The Hitchhiker’s Guide to Smart Contracts in Ethereum

I’ve been working with smart contracts for 4 years, mainly in the Bitcoin blockchain. Some projects I participated in are Proof of Existence, bitcore, and Streamium. In the past months, I’ve been exploring and working with the Ethereum platform.

I’ve decided to compile a short guide to ease the way of future programmers learning Ethereum smart contract development. I’ve divided the guide in two sections: how to get started building smart contracts in Ethereum, and a quick note on smart contract security.

Getting started with Smart Contracts on Ethereum

0. Basic Concepts

This guide assumes you have a basic level of technical understanding on how cryptocurrencies and blockchains work. If you don’t, I recommend skimming over Andreas Antonopoulos’ Mastering Bitcoin book, Consensys’ “Just Enough Bitcoin for Ethereum” guide, or at least watching this short video by Scott Driscoll. To continue ahead you should know what a public and private key are, why a blockchain needs miners, how decentralized consensus is reached, what a transaction is, and the concepts of transaction scripting and smart contracts.

Two other important and related concepts you’ll need to understand before working with Ethereum are the Ethereum Virtual Machine and gas.

Ethereum was designed as a smart contract platform. Its origin is actually linked to a critique made by Vitalik Buterin on bitcoin as a very limited smart contract platform. The Ethereum Virtual Machine (EVM) is where smart contracts run in Ethereum. It provides a more expressive and complete language than bitcoin for scripting. In fact, it is a Turing Complete programming language. A good metaphor is that the EVM is a distributed global computer where all smart contracts are executed.

Given that smart contracts run in the EVM, there must be a mechanism to limit the resources used by each contract. Every single operation that is executed inside the EVM is actually simultaneously executed by every node in the network. This is why gas exists. An Ethereum transaction contract code can trigger data reads and writes, do expensive computations like using cryptographic primitives, make calls (send messages) to other contracts, etc. Each of these operations have a cost measured in gas, and each gas unit consumed by a transaction must be paid for in Ether, based on a gas/Ether price which changes dynamically. This price is deducted from the Ethereum account sending the transaction. Transactions also have a gas limit parameter that is an upper bound on how much gas the transaction can consume, and is used as a safe-guard against programming errors that could deplete an account’s funds. You can read more about gas here.

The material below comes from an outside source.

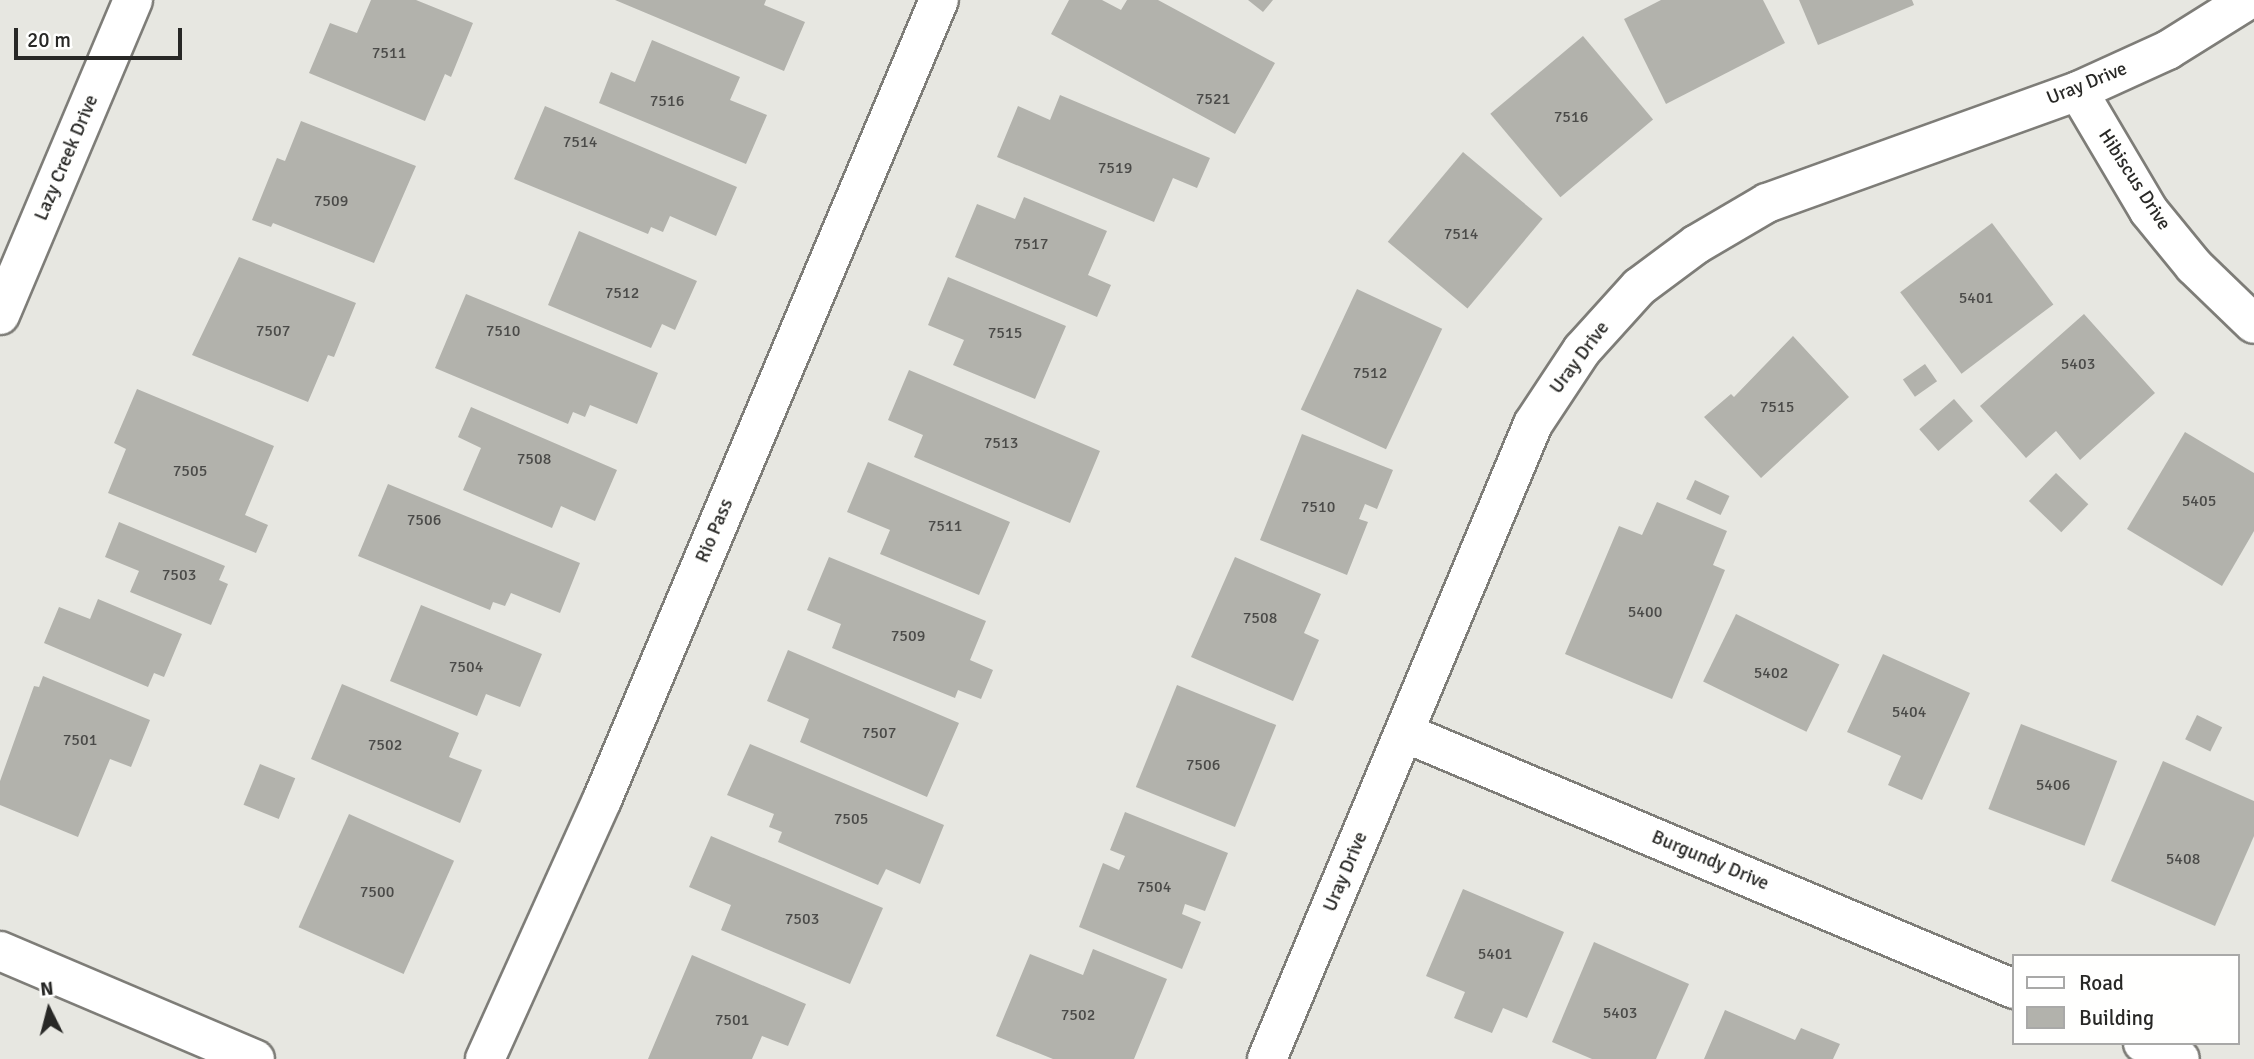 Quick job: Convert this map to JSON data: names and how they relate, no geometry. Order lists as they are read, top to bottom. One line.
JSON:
{"streets":{"street":["Uray Drive","Lazy Creek Drive","Hibiscus Drive","Rio Pass","Burgundy Drive"]},"crossings":[["Uray Drive","Hibiscus Drive"],["Uray Drive","Burgundy Drive"]],"house_numbers":["7511","7521","7516","7516","7514","7519","7509","7514","7517","7512","5401","7507","7510","7515","5403","7512","7515","7513","7508","7505","5405","7510","7506","7511","7503","5400","7508","7509","7504","5402","5404","7507","7501","7502","7506","5406","7505","5408","7504","7500","7503","5401","5403","7502","7501"],"legend":["Road","Building"],"scale_bar":"20 m","north":"top"}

1. Setting up your environment

So, you know the basics, let’s set everything up to code! To start developing Ethereum apps (or DApps, for decentralized applications, as many people like to call them), you’ll need a client to connect to the network. It will act as your window to the distributed network, and provide a view of the blockchain, where all the EVM state is represented.

There are various compatible clients for the protocol, the most popular being geth, a Go language implementation. However, it’s not the most developer-friendly. The best option I’ve found is the testrpc node (yes, the name sucks). Trust me, it will save you a lot of time. Install it and run it:

$ sudo npm install -g ethereumjs-testrpc
$ testrpc

You should run `testrpc` in a new terminal and leave it running while you develop. Each time you run testrpc, it will generate 10 new addresses with simulated test funds for you to use. This is not real money and you’re safe to try anything with no risk of losing funds.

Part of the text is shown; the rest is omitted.